Anna Blasevich (consigliere Pd) e Renzo Zuliani inquisiti per estorsione. Nei guai anche Veronese, vicesindaco di Duino
Di Corrado Barbacini
Lasorte Trieste 26 10 05 - Municipio di Dolina - S.Dorligo
Lasorte Trieste 26 10 05 - Municipio di Dolina - S.Dorligo

TRIESTE. Tentata estorsione. È questa l’accusa che il pm Federico Frezza contesta ad Anna Blasevich, 34 anni, consigliere del Pd del Comune di San Dorligo. Per la stessa accusa è finito anche il geometra edile Renzo Zuliani, 58 anni.

La vicenda al centro dell’inchiesta è quella di un abuso edilizio che avrebbe dovuto rimanere insabbiato e che ha riguardato la costruzione di una villetta vicina a quella del consigliere Blasevich di proprietà di Dennis Gerdol. Nei guai (per abuso d’ufficio) è finito il vicesindaco di Duino, Massimo Veronese, 41 anni, come dipendente dell’ufficio tecnico del Comune di San Dorligo. In pratica, secondo gli accertamenti del pm Frezza, il funzionario ha aspettato troppo tempo (dal 23 agosto all’8 ottobre) per avviare una pratica di abuso edilizio relativa alla villetta di Dennis Gerdol. Questo ritardo di un mese e mezzo, per il pm Frezza, ha favorito lo stesso Gerdol consentendogli di proseguire i lavori di costruzione della casa.

Nei giorni scorsi il pm ha inviato ai tre accusati (rappresentati dagli avvocati Giovanni Borgna, Giuseppe Sbisà e Andrea Frassini) l’avviso di conclusione delle indagini preliminari e si accinge a chiedere ai gip il rinvio a giudizio con la fissazione della data dell’udienza preliminare.

In sintesi la villetta al centro della vicenda è stata posizionata non esattamente dove il progetto originale che era stato approvato, l’aveva prevista, ma mezzo metro più in là. Fuori norma, dunque. Dello spostamento rispetto al progetto originale la Procura era venuta a conoscenza sia attraverso le intercettazioni telefoniche relative all'indagine sulla tentata estorsione, sia attraverso le stesse dichiarazioni di Dennis Gerdol.

Davanti al pm Frezza, Gerdol aveva infatti raccontato di avere ritirato la variante relativa alla casa spostata su suggerimento di un dipendente del Comune.

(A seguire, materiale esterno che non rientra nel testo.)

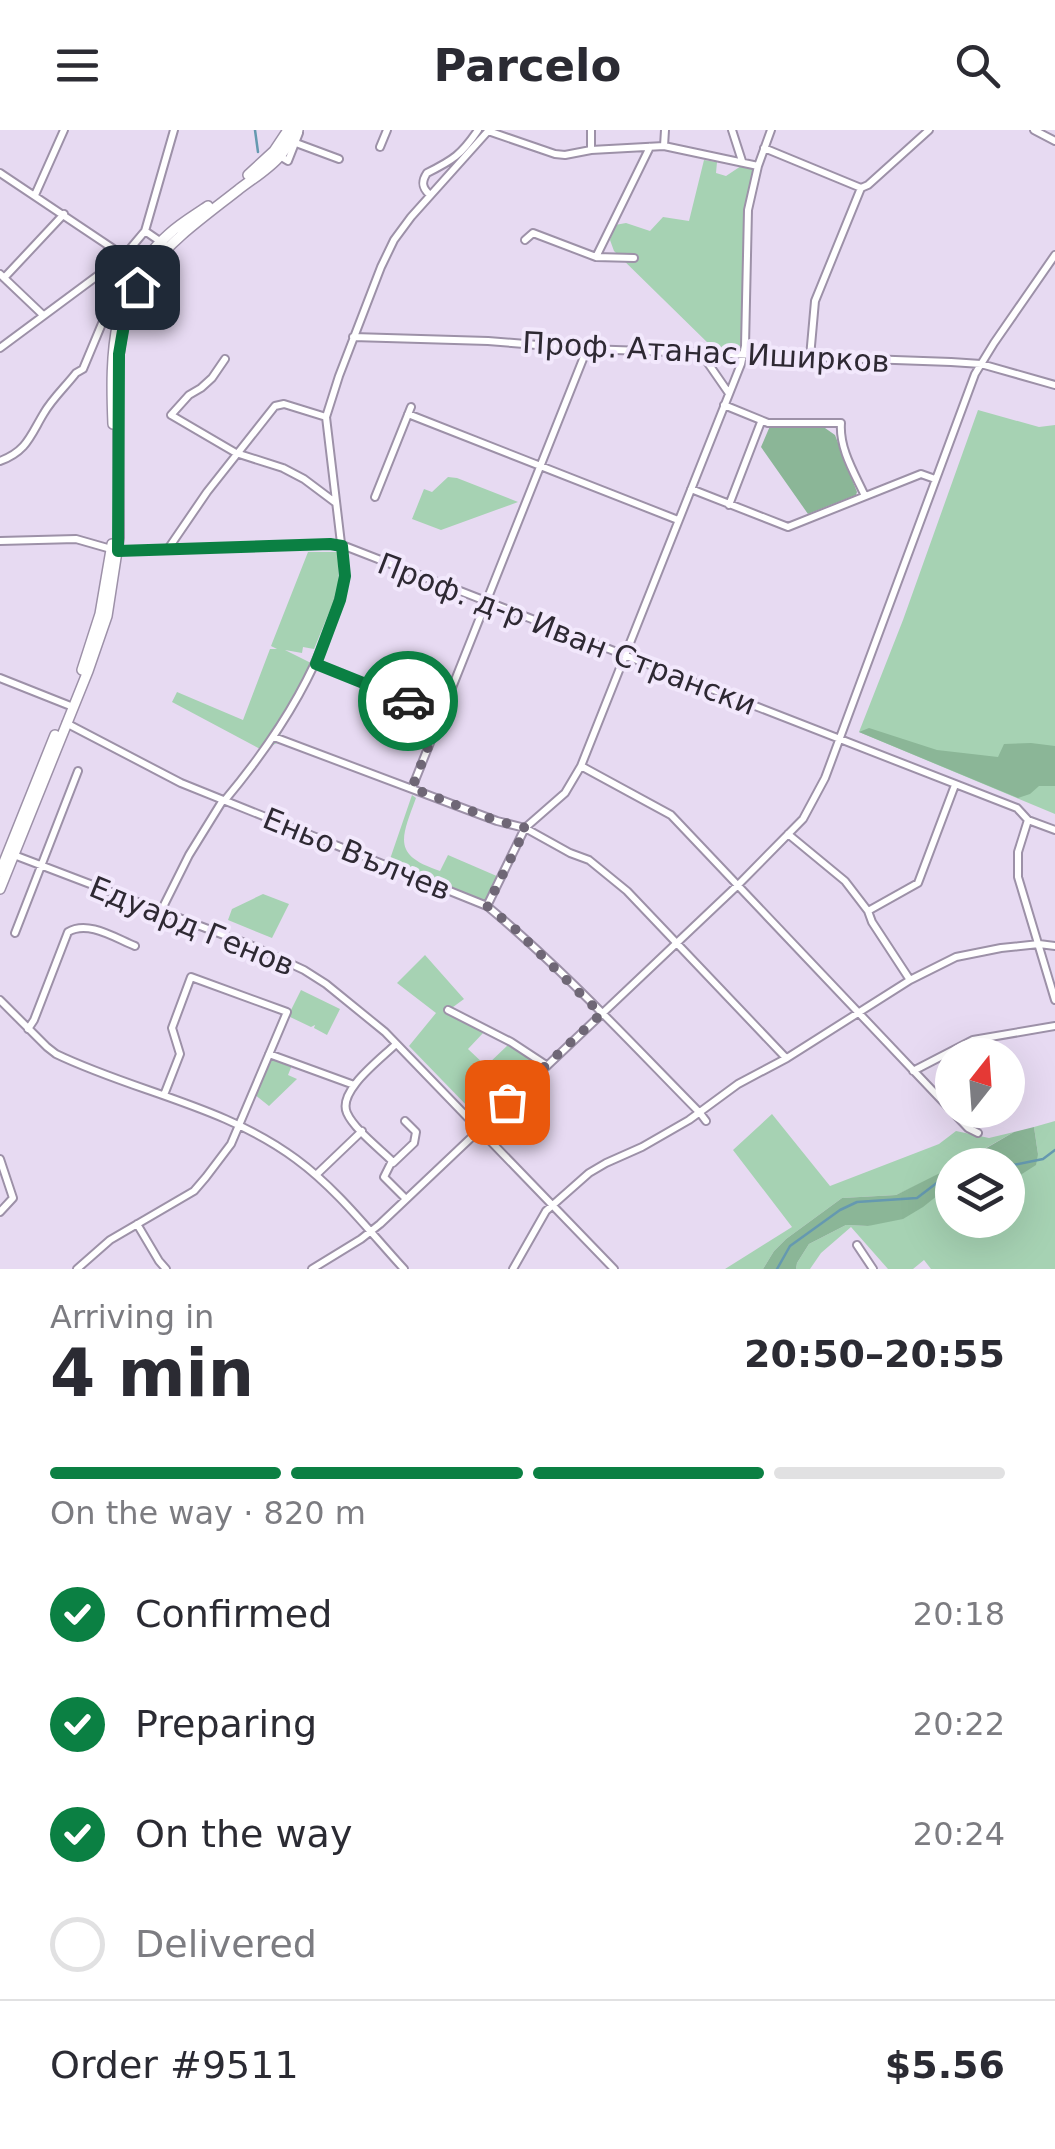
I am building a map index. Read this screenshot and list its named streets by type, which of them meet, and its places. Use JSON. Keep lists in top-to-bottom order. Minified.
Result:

E questo, così emerge dalle indagini, era avvenuto in concomitanza con la richiesta di accesso agli atti da parte del consigliere comunale Anna Blasevich , evitando così la necessità della valutazione paesaggistica. Insomma un vero e proprio ginepraio giudiziario-amministrativo che oltre a coinvolgere come presunto responsabile degli abusi edilizi Dennis Gerdol, ha riguardato il funzionario del comune di San Dorligo Massimo Veronese che riveste il ruolo di vicesindaco a Duino, il quale, si legge nella citazione, aveva lui stesso suggerito «di procedere alla rotazione della casa senza presentare alcuna variante al progetto per evitare lungaggini connesse alle autorizzazioni ambientali».

L'esponente del Partito democratico è invece finita già nella scorsa estate sotto inchiesta - secondo l'ipotesi di reato del pm Frezza - per avere assieme al geometra Renzo Zuliani (il cui ruolo sarebbe stato quello del “mediatore” o di colui che avrebbe “portato a voce” al destinatario la richiesta estorsiva), minacciato di ostacolare in vari modi la costruzione dell'abitazione di Dennis Gerdol, nel tentativo di farsi regalare dallo stesso vicino di casa un'area di proprietà di quest'ultimo per poterla utilizzare come posto macchina.